Begitu seluruh batang kontolku masuk, Cici meloncat ke arah tubuhku dengan bantuan kedua tangannya yang mengalung di leherku. Lalu kedua kakinya membelit di pinggangku dengan sangat kuat. Secara otomatis, kedua tanganku menyangga kedua buah pantatnya yang tipis hingga aku bisa merasakan tulangnya di telapak tanganku.
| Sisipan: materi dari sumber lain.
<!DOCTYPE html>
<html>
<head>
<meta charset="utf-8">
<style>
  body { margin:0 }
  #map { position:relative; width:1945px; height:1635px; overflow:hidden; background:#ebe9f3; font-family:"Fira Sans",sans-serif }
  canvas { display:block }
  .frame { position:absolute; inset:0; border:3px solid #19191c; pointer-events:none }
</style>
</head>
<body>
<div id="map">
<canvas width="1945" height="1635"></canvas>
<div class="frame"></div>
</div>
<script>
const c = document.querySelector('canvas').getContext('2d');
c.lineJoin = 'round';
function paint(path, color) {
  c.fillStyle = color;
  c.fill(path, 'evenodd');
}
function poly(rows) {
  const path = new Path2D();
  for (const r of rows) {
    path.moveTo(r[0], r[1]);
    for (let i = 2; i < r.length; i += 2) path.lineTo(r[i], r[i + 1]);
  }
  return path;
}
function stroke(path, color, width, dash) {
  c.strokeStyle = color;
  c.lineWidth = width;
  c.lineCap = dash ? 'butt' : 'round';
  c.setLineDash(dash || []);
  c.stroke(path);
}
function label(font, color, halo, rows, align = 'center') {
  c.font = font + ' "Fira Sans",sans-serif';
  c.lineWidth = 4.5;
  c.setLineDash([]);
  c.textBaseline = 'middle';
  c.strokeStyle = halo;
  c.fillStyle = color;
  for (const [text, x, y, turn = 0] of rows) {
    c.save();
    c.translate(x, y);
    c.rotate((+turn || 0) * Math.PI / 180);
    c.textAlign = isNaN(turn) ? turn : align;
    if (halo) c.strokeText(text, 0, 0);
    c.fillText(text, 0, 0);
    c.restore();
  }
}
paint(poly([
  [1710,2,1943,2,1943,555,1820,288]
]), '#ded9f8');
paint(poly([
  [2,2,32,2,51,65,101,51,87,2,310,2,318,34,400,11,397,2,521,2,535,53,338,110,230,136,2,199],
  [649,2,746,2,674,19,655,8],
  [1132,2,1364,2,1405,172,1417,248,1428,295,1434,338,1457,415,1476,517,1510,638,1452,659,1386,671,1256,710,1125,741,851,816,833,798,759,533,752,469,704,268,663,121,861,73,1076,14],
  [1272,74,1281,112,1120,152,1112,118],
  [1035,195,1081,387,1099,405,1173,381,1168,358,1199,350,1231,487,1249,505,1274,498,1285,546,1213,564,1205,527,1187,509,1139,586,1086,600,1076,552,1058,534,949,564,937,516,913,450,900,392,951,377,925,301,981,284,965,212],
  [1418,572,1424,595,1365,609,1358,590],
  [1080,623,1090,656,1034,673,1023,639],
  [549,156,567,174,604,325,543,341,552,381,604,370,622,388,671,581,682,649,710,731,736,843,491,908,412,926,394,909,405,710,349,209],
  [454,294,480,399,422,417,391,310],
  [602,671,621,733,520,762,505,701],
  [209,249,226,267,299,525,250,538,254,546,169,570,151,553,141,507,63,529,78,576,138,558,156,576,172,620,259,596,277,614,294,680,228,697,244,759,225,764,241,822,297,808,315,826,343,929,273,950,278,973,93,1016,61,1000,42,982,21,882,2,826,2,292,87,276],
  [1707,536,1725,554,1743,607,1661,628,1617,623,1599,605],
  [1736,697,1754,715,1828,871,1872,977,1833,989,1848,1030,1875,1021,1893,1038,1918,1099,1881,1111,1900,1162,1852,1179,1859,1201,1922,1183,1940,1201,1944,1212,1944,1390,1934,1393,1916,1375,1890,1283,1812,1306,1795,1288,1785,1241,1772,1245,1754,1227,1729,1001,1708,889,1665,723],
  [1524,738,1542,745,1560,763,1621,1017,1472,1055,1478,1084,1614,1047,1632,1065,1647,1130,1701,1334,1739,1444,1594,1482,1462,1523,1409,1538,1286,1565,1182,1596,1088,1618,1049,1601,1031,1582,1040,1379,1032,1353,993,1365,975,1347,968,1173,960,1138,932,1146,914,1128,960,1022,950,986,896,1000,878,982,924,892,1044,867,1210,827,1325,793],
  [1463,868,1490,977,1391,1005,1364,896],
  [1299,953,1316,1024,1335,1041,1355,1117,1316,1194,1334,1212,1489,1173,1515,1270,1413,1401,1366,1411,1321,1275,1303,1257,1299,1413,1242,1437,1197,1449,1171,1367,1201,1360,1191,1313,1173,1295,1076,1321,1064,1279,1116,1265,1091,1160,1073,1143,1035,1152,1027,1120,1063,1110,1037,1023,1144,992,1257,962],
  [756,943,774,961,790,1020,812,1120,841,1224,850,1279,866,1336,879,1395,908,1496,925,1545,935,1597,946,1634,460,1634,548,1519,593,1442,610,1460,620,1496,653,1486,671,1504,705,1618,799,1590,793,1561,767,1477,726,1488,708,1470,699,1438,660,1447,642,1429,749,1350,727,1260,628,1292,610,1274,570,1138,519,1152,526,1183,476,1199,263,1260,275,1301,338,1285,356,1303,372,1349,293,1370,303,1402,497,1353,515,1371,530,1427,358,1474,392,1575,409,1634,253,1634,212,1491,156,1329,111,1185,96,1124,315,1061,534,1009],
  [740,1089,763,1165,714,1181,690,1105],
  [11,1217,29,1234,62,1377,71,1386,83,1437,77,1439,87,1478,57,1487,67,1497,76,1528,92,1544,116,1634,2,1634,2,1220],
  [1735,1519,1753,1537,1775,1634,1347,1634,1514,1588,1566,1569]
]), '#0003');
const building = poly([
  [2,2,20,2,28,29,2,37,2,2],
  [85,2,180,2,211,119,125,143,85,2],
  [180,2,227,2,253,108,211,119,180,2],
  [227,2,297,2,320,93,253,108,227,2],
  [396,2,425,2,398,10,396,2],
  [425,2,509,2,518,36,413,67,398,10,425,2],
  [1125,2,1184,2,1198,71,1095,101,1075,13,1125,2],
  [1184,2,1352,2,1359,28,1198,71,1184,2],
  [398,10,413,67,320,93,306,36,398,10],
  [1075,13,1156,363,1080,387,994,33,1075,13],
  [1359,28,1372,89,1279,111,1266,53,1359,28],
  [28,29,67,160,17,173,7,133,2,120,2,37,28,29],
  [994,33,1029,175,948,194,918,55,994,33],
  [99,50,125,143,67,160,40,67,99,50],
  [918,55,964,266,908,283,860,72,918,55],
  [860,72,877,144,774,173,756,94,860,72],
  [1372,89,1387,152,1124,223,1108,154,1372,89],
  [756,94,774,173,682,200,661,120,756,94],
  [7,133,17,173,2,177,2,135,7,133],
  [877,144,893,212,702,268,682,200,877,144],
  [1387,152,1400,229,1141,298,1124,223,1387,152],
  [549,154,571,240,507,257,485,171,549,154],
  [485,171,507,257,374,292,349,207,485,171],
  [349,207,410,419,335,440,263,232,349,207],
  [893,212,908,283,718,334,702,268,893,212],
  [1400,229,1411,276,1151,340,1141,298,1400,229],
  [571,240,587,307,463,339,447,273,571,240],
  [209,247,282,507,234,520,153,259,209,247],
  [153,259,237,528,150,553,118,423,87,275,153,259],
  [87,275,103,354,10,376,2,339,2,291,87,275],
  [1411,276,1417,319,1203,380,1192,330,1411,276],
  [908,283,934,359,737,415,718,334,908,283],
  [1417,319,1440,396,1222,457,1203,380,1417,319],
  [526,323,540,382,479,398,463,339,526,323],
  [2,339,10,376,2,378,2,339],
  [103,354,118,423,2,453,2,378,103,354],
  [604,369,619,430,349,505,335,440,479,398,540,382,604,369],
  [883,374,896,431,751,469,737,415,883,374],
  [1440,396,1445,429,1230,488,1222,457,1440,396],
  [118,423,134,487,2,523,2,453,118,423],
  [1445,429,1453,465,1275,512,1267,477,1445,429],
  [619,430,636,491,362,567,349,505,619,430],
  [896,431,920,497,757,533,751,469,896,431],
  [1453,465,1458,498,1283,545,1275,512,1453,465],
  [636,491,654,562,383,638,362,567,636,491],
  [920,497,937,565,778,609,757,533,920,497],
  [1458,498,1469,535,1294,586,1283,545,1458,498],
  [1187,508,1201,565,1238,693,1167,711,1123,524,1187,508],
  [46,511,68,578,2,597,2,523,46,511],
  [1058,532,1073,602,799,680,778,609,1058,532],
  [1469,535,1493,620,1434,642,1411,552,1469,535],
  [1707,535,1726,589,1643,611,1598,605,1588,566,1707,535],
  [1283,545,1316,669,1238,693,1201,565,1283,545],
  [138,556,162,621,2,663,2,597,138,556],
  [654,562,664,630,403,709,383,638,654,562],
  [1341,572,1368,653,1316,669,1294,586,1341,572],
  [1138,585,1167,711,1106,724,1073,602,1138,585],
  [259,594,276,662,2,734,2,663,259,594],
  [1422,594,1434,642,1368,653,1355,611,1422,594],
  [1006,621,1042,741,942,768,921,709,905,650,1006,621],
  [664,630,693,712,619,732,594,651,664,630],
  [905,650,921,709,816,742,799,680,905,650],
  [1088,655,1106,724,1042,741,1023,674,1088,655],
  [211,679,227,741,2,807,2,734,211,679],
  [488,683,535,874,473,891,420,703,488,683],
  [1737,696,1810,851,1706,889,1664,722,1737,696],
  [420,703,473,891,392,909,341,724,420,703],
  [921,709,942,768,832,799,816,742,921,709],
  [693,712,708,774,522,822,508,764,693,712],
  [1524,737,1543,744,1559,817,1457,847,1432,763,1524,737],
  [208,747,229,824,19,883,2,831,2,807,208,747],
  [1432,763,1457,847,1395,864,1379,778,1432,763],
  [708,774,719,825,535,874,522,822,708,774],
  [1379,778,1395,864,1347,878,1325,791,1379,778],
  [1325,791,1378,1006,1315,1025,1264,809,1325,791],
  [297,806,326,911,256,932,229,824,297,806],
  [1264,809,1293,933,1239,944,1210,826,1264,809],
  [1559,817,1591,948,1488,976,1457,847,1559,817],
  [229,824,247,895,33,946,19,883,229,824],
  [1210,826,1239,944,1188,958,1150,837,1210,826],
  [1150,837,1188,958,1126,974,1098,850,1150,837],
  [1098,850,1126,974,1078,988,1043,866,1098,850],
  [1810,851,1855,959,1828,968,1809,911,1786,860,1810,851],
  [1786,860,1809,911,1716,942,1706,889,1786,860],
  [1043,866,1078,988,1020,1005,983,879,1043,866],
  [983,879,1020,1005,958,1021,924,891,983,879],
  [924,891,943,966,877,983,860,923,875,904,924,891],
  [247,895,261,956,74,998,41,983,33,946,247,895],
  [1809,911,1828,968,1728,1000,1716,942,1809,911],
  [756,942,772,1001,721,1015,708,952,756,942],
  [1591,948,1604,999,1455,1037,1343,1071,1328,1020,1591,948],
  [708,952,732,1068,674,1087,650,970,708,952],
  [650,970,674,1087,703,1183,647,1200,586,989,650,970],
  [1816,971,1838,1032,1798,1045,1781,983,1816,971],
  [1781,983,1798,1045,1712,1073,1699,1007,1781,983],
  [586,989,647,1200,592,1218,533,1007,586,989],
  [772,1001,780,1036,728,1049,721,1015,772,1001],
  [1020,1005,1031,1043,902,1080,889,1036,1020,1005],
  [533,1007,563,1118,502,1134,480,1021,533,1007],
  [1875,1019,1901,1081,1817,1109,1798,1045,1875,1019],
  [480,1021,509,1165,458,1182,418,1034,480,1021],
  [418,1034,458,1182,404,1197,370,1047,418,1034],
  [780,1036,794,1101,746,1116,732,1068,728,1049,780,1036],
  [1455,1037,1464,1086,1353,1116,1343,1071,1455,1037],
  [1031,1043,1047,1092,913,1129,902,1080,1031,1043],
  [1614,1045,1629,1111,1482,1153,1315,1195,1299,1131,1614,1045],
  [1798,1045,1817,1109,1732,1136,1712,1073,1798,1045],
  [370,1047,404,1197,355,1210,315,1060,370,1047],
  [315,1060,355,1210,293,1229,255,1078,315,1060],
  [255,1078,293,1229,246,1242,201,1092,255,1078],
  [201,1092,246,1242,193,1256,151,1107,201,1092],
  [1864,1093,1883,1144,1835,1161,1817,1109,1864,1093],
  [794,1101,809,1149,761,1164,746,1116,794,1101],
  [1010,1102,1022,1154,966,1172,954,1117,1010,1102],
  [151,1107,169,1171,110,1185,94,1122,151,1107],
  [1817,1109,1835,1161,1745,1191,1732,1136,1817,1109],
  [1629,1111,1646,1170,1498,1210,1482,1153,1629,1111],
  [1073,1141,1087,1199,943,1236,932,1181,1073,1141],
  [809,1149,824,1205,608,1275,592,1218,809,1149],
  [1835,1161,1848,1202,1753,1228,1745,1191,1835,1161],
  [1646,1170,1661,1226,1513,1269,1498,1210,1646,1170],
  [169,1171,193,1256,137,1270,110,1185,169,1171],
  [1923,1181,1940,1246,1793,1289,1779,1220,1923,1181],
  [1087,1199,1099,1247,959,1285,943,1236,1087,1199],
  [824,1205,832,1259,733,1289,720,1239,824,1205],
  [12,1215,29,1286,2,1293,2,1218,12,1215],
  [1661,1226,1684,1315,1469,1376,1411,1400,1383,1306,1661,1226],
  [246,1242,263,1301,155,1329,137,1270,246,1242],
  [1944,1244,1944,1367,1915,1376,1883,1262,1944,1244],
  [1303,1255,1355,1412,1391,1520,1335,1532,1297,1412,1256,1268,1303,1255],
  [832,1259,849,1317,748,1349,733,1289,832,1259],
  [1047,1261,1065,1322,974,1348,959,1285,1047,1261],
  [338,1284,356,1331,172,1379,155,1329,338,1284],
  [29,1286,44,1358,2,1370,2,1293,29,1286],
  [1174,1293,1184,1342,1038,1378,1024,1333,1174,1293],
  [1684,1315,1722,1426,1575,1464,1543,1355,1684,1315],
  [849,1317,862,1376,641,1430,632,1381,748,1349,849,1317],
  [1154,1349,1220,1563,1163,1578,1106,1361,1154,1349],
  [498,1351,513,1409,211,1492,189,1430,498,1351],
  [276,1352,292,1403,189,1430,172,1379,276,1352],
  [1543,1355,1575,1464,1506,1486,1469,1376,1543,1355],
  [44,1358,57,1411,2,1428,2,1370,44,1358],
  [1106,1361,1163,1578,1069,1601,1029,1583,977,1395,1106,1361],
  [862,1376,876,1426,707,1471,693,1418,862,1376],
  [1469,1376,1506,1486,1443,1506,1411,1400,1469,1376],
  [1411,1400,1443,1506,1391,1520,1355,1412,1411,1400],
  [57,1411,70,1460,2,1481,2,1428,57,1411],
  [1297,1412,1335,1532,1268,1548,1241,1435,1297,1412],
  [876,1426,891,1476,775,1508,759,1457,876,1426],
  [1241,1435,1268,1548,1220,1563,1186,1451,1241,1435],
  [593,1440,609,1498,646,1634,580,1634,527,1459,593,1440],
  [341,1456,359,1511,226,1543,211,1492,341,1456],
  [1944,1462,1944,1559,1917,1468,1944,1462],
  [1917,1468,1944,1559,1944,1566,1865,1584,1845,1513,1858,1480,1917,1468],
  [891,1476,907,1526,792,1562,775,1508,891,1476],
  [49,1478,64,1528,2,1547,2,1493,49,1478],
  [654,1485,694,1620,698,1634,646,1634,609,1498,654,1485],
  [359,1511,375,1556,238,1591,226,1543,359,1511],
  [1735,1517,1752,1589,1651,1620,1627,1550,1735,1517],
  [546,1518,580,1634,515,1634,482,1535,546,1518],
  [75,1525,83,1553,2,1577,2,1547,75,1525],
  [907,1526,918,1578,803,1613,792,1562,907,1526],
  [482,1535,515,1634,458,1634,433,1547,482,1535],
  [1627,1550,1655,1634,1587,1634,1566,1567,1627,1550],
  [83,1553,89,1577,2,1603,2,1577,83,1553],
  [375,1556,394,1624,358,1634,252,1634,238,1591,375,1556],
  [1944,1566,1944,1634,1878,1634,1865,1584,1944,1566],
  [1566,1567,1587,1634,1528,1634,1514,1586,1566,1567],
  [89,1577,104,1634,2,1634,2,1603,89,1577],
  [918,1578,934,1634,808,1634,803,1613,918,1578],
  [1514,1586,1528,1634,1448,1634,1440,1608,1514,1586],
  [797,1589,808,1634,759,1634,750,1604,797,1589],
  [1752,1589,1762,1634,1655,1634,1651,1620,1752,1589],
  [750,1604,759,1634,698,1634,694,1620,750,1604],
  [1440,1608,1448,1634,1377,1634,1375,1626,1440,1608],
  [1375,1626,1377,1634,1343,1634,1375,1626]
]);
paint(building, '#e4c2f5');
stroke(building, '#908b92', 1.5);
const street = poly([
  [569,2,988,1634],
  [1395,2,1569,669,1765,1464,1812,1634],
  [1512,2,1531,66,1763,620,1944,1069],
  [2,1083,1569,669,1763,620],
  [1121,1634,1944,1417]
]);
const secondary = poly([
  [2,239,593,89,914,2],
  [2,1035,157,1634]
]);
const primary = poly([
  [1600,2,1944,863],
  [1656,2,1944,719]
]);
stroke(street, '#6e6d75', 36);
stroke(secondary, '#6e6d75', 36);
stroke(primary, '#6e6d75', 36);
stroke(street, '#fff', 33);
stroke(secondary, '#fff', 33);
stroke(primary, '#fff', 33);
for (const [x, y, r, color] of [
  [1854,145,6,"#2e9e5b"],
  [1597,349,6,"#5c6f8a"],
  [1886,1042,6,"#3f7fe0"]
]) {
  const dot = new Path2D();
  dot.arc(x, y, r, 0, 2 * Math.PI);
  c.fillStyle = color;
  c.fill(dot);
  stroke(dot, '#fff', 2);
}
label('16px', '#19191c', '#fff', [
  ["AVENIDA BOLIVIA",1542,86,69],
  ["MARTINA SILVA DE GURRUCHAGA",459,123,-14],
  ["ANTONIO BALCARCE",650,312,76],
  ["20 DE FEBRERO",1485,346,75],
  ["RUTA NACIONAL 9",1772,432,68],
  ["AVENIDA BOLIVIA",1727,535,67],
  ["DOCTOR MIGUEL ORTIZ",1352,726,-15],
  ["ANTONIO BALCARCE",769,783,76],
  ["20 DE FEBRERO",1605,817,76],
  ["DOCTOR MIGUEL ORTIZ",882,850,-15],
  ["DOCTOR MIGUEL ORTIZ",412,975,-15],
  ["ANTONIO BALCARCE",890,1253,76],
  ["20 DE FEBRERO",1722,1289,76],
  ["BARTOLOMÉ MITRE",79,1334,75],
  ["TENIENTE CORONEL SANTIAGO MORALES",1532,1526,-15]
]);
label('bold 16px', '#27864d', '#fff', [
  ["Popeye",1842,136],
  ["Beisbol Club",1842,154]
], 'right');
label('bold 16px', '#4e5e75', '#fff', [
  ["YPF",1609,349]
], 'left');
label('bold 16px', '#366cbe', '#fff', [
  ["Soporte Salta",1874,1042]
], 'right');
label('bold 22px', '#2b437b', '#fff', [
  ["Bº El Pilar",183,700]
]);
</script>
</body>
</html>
Tubuh Cici tidak berat, tapi caranya bergelantungan di tubuhku dalam keadaan kontolku terkubur dalam liang memeknya, membuatku sedikit limbung dan terdorong ke belakang hingga menempel ke dinding. Lututku gemetaran saat mendadak kurasakan bagian dalam liang memek cici berkedut-kedut keras dan terasa panas. Seluruh tubuhku seperti kena setrum 1000 volt. Tapi setrum yang kurasakan kali ini justru sangat tidak menyakitkan, malahan sebaliknya. Terasa sangat enak luar biasa. Aku merasa seluruh batang kontolku direndam di dalam air susu yang hangat dan berat karena dicampur garam. Pada saat yang bersamaan, seluruh tubuh cici mengejang keras dalam keadaan memelukku dengan kedua tangan dan kakinya yang membelit lalu dia menjerit sangat keras.
“Aaaaaaaaaakkkkkkkk!!!!!”
Tahu-tahu kurasakan batang kontolku seperti dijepit secara lembut lalu disedot dengan sangat kuat, akibatnya aku secara tiba-tiba memuncratkan pejuhku tanpa bisa dikendalikan lagi di dalam liang memek cici.
Srrrrr…. Crot crot crot crot srrrrr…. Crot crot crot crot…
Seketika lututku menjadi lemas dan hilang tenaga. Tubuhku segera saja menggelosor ke lantai dan terduduk lesu. Sementara Cici tak mau lepaskan belitan tangan dan kakinya di tubuhku.
Saat aku terduduk sementara kontolku masih tertancap di dalam liang memek cici, saat itu aku baru sadar kalau lantai ternyata bersimbah lendir yang anyir. Namun yang membuat aku merasa sial-sial enak adalah ketika aku mendadak mengecrotkan lagi pejuhku di dalam memek cici.
Srrr… crot crot crot…. Srrrrr…
Pengecrotan yang kedua ini memang tidak sebanyak yang pertama, namun ngilunya terasa sampai ke tulang sendi lutut hingga bercenat-cenut.
“Ah, dasar lutut sialan.” Makiku dalam hati.